- WHAT IS REQUIRED -
Going through the entries below, tally the lines that hold the word "white" and state the result alone.

- DATASET EXTRACT -

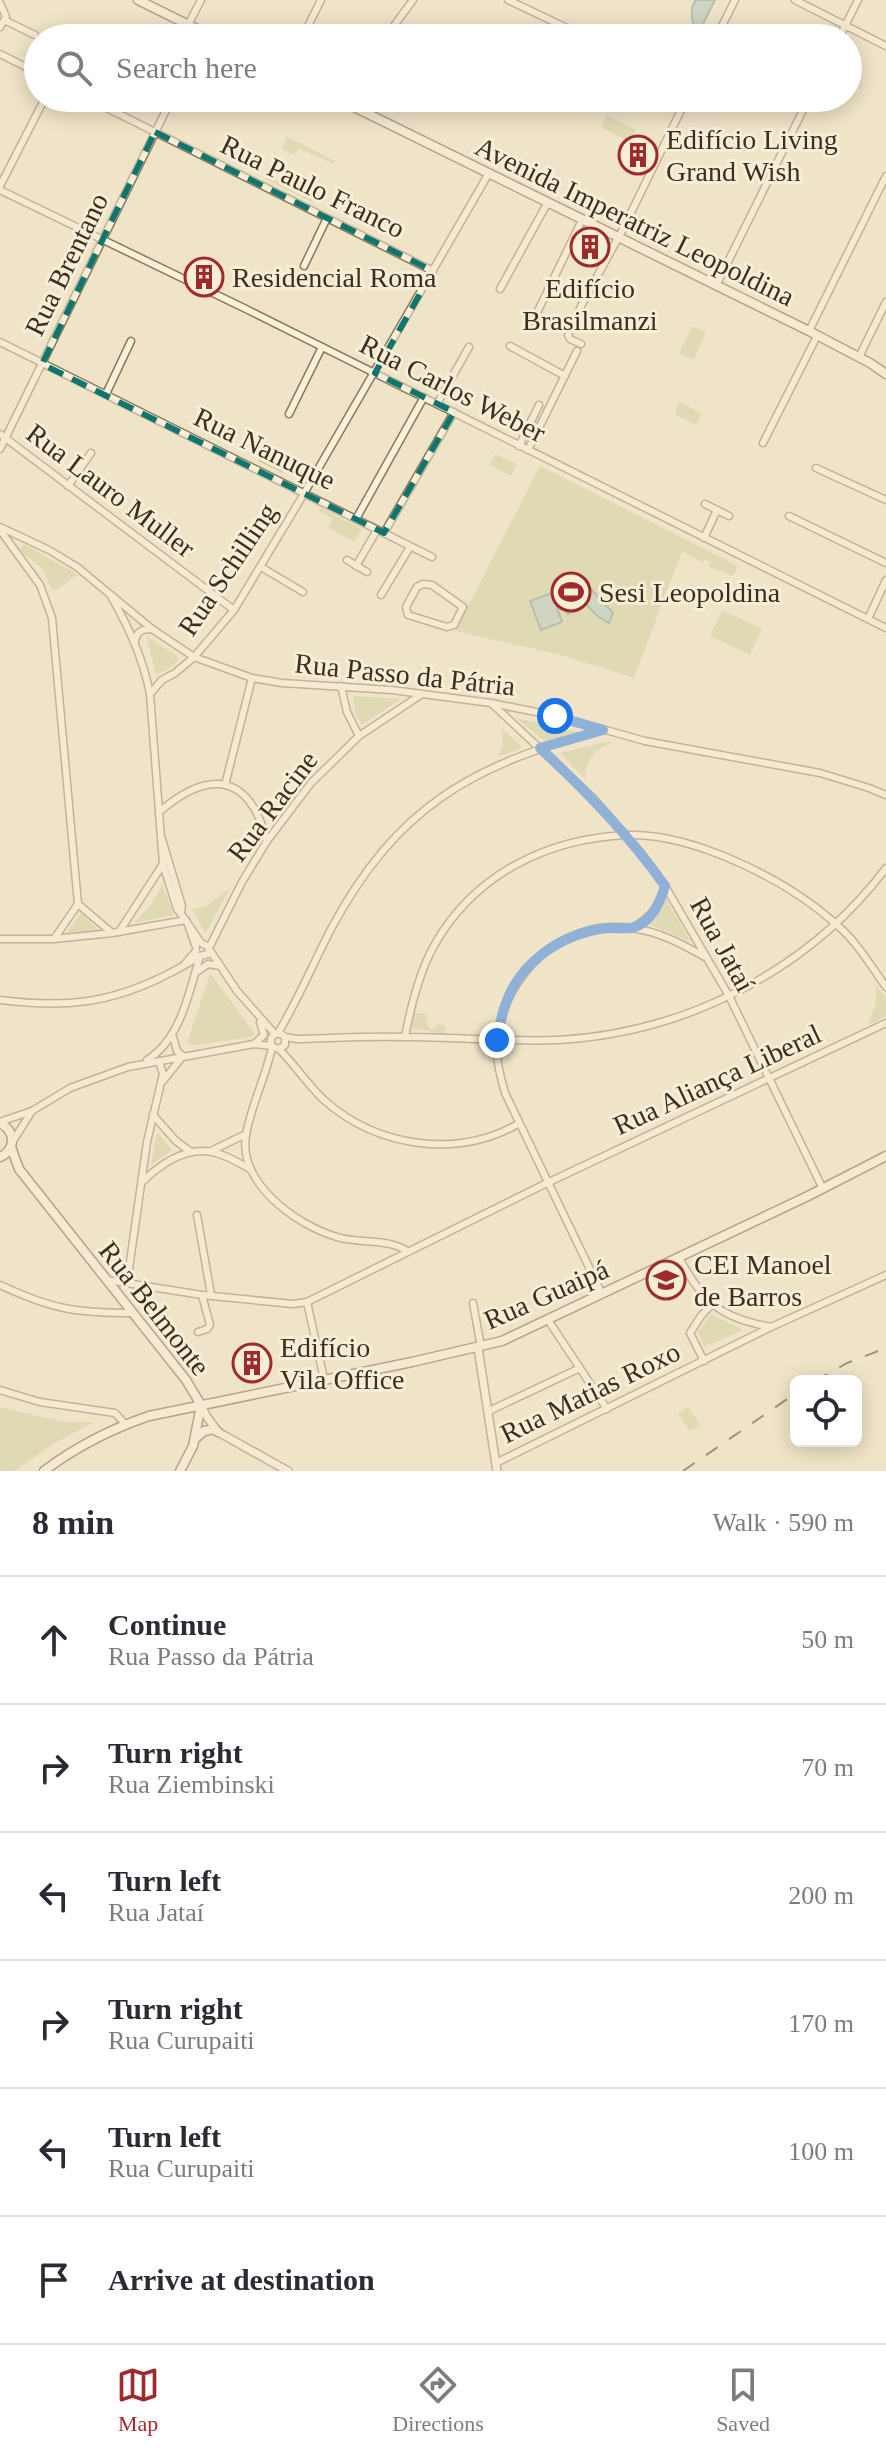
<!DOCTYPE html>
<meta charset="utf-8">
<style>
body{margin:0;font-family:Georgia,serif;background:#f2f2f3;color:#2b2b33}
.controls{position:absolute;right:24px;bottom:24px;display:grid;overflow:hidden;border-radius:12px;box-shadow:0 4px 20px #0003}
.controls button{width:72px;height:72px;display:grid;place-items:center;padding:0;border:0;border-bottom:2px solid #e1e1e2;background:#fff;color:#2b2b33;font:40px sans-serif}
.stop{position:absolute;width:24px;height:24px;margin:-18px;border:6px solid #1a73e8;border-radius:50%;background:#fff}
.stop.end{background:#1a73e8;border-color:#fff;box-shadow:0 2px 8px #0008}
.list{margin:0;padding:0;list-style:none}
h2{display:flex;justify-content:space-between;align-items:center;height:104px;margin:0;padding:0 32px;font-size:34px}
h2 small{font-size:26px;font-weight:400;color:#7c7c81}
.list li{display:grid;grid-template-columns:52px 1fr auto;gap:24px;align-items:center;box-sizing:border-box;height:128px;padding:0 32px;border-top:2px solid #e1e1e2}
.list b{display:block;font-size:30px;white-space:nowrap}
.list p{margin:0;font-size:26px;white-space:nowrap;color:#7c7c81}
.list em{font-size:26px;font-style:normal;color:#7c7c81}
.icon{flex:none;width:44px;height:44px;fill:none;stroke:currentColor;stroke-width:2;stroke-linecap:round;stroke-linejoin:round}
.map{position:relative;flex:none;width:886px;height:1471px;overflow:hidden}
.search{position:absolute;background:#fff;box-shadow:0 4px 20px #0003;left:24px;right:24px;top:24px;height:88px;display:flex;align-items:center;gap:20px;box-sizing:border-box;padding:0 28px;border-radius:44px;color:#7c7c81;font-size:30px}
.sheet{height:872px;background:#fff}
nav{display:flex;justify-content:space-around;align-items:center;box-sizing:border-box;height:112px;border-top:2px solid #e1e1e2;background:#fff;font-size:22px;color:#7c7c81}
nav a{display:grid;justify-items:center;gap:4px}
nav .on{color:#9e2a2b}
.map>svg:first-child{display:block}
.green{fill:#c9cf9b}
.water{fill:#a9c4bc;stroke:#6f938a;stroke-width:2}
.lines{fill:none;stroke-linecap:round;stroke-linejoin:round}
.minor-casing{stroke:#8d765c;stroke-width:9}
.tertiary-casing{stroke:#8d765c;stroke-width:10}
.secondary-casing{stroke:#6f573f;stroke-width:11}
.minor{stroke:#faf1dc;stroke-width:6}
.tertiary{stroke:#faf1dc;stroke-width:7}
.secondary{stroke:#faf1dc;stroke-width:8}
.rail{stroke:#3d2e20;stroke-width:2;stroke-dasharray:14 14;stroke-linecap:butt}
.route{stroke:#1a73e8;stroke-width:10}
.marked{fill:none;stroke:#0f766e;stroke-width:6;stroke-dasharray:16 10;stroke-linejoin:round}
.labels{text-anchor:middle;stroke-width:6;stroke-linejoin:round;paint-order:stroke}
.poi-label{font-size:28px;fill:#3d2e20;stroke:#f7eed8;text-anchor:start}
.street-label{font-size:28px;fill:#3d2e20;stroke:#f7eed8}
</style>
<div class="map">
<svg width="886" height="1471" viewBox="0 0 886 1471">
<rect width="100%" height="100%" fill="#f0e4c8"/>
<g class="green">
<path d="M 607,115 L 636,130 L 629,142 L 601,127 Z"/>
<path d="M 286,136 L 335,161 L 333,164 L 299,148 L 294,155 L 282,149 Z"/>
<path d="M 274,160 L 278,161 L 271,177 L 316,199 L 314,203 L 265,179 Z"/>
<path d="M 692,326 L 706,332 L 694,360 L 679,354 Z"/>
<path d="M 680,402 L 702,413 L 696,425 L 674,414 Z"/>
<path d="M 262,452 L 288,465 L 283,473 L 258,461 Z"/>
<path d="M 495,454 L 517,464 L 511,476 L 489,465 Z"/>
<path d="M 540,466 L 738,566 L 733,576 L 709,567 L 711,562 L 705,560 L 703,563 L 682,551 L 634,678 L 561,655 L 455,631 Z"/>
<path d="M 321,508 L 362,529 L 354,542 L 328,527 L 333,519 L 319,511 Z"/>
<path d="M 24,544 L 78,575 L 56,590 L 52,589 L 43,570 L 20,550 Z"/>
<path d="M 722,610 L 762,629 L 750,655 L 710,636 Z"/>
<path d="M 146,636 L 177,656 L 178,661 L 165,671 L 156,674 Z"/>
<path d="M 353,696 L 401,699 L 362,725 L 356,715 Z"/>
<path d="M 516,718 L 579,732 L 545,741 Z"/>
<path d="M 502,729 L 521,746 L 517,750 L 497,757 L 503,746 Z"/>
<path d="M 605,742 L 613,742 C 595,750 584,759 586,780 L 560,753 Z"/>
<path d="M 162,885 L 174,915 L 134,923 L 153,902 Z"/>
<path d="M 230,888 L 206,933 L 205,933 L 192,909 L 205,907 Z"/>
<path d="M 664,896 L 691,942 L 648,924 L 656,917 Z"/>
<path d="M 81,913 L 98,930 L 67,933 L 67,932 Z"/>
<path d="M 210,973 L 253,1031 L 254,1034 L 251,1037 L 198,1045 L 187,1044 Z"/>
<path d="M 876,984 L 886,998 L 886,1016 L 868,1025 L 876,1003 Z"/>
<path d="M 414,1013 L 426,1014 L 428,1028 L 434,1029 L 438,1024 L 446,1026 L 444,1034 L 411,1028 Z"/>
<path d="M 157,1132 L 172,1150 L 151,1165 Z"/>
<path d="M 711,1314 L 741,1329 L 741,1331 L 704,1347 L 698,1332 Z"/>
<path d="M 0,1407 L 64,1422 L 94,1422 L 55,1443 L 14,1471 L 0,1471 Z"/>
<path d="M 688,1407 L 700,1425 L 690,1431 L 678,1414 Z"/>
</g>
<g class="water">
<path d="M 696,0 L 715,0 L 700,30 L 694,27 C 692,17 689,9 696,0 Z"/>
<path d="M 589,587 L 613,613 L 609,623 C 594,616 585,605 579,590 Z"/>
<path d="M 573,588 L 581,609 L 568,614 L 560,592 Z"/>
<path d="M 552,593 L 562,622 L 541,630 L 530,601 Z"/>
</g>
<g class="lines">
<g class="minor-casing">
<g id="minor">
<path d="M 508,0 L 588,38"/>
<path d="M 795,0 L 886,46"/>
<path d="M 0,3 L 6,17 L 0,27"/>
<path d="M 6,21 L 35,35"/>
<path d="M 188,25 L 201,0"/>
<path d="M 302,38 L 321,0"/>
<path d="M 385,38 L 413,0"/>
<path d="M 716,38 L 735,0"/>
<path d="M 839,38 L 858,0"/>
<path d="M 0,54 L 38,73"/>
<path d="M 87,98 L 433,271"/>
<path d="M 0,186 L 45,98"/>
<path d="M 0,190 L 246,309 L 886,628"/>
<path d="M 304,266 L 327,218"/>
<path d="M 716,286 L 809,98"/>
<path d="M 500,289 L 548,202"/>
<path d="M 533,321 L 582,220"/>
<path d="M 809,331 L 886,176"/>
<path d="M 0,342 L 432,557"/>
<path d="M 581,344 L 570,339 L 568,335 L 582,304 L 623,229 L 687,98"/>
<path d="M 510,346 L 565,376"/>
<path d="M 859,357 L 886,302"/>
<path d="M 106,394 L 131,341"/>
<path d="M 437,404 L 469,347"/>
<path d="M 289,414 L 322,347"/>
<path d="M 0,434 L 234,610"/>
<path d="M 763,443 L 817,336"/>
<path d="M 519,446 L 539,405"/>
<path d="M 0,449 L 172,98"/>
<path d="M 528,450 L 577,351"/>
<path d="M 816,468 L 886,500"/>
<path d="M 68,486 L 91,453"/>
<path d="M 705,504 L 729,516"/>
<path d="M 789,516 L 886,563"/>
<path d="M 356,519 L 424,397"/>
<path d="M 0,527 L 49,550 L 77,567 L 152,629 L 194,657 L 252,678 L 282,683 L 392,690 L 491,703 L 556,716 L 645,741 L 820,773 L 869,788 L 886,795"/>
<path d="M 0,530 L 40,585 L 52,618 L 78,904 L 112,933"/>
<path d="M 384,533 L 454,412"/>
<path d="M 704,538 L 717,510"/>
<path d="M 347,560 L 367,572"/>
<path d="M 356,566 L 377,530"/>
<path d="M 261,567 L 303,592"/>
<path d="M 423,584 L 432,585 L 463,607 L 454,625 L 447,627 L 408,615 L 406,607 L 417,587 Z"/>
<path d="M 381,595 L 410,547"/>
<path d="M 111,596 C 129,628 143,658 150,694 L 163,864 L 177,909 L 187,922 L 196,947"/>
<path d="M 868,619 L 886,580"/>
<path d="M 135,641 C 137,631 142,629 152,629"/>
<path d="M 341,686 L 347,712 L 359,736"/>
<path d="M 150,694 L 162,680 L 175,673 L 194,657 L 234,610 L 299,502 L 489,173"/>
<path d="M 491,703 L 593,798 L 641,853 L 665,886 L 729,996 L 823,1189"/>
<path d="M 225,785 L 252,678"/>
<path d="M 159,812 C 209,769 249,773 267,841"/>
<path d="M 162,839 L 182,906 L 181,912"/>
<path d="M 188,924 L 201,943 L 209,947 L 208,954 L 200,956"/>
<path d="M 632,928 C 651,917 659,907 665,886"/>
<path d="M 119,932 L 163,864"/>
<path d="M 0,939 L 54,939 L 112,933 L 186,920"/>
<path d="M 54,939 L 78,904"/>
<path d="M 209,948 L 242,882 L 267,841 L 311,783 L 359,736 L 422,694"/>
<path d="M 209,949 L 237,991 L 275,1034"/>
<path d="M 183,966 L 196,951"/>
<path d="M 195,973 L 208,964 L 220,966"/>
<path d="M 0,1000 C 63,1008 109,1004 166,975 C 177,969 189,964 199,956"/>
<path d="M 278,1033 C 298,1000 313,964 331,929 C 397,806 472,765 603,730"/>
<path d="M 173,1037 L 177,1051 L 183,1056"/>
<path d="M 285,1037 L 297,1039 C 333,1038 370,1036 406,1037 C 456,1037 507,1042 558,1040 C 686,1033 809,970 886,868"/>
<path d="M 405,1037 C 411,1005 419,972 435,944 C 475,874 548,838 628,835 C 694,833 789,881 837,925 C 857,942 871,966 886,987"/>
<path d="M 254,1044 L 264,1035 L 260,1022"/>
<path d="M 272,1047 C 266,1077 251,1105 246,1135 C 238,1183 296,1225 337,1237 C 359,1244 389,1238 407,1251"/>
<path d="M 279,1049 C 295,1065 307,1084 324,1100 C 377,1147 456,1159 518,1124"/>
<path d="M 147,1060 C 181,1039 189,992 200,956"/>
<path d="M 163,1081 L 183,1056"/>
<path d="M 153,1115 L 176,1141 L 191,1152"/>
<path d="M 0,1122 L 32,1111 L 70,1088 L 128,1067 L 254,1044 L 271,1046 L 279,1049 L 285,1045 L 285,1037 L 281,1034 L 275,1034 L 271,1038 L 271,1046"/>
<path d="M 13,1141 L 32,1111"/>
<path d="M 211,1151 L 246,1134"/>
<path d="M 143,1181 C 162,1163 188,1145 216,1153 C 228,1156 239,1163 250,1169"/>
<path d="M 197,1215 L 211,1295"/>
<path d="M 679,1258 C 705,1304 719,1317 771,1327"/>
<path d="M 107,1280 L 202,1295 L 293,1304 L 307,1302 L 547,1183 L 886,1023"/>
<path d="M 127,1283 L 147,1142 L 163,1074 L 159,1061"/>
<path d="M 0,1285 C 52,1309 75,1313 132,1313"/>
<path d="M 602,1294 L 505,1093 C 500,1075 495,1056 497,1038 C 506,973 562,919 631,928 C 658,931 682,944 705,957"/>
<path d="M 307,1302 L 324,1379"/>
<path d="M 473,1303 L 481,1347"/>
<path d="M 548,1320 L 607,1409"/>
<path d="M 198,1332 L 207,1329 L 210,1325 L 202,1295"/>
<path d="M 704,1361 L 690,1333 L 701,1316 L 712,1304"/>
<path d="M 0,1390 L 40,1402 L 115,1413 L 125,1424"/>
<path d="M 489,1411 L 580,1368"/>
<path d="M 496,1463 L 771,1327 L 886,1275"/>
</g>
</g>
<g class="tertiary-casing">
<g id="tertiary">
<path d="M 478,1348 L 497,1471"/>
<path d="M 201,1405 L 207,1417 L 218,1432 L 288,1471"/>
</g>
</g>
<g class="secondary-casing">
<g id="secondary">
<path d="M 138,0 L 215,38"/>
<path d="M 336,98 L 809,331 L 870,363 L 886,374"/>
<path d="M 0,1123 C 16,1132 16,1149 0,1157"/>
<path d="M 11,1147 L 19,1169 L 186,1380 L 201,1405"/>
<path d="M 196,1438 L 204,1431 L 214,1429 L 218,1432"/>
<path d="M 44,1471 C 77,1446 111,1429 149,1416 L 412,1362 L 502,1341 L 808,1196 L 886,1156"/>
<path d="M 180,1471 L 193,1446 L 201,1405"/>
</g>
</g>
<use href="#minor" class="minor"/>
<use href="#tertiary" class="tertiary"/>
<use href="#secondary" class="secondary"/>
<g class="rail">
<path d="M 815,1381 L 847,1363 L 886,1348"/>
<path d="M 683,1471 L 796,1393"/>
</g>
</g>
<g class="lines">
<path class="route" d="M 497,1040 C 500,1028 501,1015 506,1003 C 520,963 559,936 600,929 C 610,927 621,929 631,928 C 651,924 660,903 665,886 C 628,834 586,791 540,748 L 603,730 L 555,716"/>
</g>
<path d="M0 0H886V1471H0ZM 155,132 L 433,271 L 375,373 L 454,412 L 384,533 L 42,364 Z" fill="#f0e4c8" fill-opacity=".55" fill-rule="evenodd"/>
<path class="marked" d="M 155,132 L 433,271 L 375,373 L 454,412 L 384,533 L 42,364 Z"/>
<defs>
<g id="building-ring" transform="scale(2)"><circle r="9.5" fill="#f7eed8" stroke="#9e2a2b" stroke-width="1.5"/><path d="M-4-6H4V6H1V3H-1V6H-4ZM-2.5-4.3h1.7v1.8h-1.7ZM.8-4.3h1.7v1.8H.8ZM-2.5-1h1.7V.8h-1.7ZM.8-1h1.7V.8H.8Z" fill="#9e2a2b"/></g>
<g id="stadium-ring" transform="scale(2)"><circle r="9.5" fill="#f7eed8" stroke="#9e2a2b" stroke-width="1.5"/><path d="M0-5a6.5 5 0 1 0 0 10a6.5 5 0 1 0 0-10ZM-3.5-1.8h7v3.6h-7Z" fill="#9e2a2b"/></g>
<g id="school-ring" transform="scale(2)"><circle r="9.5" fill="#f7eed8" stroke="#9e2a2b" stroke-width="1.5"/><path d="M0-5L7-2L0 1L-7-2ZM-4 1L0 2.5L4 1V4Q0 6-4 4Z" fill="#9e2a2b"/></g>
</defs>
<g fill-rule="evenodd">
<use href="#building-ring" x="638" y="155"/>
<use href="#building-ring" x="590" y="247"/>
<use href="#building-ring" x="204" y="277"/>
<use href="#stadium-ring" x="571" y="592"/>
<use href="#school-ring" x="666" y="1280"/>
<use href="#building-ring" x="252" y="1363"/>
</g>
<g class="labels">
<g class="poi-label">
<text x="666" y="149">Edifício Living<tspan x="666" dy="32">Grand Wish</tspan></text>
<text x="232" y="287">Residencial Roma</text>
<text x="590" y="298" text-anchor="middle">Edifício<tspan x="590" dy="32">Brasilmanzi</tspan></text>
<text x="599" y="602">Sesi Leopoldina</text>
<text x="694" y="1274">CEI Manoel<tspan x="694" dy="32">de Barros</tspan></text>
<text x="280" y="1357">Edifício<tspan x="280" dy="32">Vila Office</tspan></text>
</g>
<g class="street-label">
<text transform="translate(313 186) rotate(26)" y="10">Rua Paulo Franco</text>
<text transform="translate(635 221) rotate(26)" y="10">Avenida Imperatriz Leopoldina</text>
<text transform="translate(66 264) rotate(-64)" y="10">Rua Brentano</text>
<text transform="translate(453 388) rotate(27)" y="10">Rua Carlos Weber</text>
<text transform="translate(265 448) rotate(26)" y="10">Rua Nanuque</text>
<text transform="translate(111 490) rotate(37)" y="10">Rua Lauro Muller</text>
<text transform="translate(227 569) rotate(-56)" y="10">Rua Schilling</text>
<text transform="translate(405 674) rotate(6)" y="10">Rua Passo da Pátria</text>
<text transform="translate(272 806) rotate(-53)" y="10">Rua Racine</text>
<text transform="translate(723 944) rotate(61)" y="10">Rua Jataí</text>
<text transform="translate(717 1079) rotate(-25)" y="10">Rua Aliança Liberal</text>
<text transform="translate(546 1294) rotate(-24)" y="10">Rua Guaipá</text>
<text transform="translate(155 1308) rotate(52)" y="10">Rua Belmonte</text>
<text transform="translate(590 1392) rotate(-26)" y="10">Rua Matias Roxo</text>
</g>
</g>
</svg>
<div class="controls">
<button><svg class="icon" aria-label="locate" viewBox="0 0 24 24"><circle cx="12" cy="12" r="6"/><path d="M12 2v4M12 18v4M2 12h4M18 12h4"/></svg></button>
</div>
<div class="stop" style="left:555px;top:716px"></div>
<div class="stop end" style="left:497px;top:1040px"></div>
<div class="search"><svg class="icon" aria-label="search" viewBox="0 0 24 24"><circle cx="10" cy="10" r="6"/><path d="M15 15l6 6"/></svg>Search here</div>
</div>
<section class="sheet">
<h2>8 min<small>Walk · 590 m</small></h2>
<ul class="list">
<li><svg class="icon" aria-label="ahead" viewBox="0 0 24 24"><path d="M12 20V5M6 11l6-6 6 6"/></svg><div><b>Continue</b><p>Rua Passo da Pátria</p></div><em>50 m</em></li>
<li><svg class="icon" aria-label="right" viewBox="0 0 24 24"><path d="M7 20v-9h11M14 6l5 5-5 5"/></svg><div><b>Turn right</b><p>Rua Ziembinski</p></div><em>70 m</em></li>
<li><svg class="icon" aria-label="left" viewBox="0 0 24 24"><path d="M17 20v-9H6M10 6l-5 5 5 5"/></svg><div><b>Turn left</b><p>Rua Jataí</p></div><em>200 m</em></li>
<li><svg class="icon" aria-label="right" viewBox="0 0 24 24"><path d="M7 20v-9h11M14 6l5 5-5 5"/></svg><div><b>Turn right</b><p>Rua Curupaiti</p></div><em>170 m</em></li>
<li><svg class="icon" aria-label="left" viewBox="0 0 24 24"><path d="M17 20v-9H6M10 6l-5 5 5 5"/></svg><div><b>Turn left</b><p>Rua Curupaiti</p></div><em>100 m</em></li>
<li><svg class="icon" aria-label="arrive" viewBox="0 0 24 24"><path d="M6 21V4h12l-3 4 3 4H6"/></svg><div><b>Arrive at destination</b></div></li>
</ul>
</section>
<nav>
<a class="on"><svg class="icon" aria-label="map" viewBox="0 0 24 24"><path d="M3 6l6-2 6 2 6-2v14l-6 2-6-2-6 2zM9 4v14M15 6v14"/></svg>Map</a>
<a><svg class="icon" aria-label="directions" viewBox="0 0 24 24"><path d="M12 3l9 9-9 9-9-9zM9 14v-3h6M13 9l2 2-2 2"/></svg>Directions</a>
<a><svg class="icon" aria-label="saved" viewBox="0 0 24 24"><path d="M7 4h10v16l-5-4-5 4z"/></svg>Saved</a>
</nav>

- RESPONSE TO THIS TASK -
2